RECORD SET ::
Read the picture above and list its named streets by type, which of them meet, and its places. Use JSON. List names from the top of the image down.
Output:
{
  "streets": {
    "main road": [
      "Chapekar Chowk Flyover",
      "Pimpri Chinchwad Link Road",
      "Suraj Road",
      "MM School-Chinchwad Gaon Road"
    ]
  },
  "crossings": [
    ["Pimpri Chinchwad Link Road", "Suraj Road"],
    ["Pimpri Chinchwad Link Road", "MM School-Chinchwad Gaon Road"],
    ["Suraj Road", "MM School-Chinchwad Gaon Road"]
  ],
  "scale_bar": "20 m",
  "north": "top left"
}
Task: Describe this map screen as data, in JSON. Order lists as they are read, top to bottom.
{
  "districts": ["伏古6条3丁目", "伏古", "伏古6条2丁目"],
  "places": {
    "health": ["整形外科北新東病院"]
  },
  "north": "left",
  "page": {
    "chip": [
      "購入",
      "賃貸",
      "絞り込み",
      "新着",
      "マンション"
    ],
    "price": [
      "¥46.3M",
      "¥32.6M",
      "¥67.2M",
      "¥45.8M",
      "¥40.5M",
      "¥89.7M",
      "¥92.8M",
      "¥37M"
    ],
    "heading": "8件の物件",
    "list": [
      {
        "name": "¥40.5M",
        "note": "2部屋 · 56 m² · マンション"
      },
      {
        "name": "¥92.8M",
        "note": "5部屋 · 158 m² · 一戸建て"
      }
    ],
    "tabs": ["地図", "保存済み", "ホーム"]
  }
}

ASSIGNMENT ::
With no words changed, transcribe the records above.

COMPLETED TASK ::
Read the picture above and list its named streets by type, which of them meet, and its places. Use JSON. List names from the top of the image down.
Output:
{
  "streets": {
    "main road": [
      "Chapekar Chowk Flyover",
      "Pimpri Chinchwad Link Road",
      "Suraj Road",
      "MM School-Chinchwad Gaon Road"
    ]
  },
  "crossings": [
    ["Pimpri Chinchwad Link Road", "Suraj Road"],
    ["Pimpri Chinchwad Link Road", "MM School-Chinchwad Gaon Road"],
    ["Suraj Road", "MM School-Chinchwad Gaon Road"]
  ],
  "scale_bar": "20 m",
  "north": "top left"
}
Task: Describe this map screen as data, in JSON. Order lists as they are read, top to bottom.
{
  "districts": ["伏古6条3丁目", "伏古", "伏古6条2丁目"],
  "places": {
    "health": ["整形外科北新東病院"]
  },
  "north": "left",
  "page": {
    "chip": [
      "購入",
      "賃貸",
      "絞り込み",
      "新着",
      "マンション"
    ],
    "price": [
      "¥46.3M",
      "¥32.6M",
      "¥67.2M",
      "¥45.8M",
      "¥40.5M",
      "¥89.7M",
      "¥92.8M",
      "¥37M"
    ],
    "heading": "8件の物件",
    "list": [
      {
        "name": "¥40.5M",
        "note": "2部屋 · 56 m² · マンション"
      },
      {
        "name": "¥92.8M",
        "note": "5部屋 · 158 m² · 一戸建て"
      }
    ],
    "tabs": ["地図", "保存済み", "ホーム"]
  }
}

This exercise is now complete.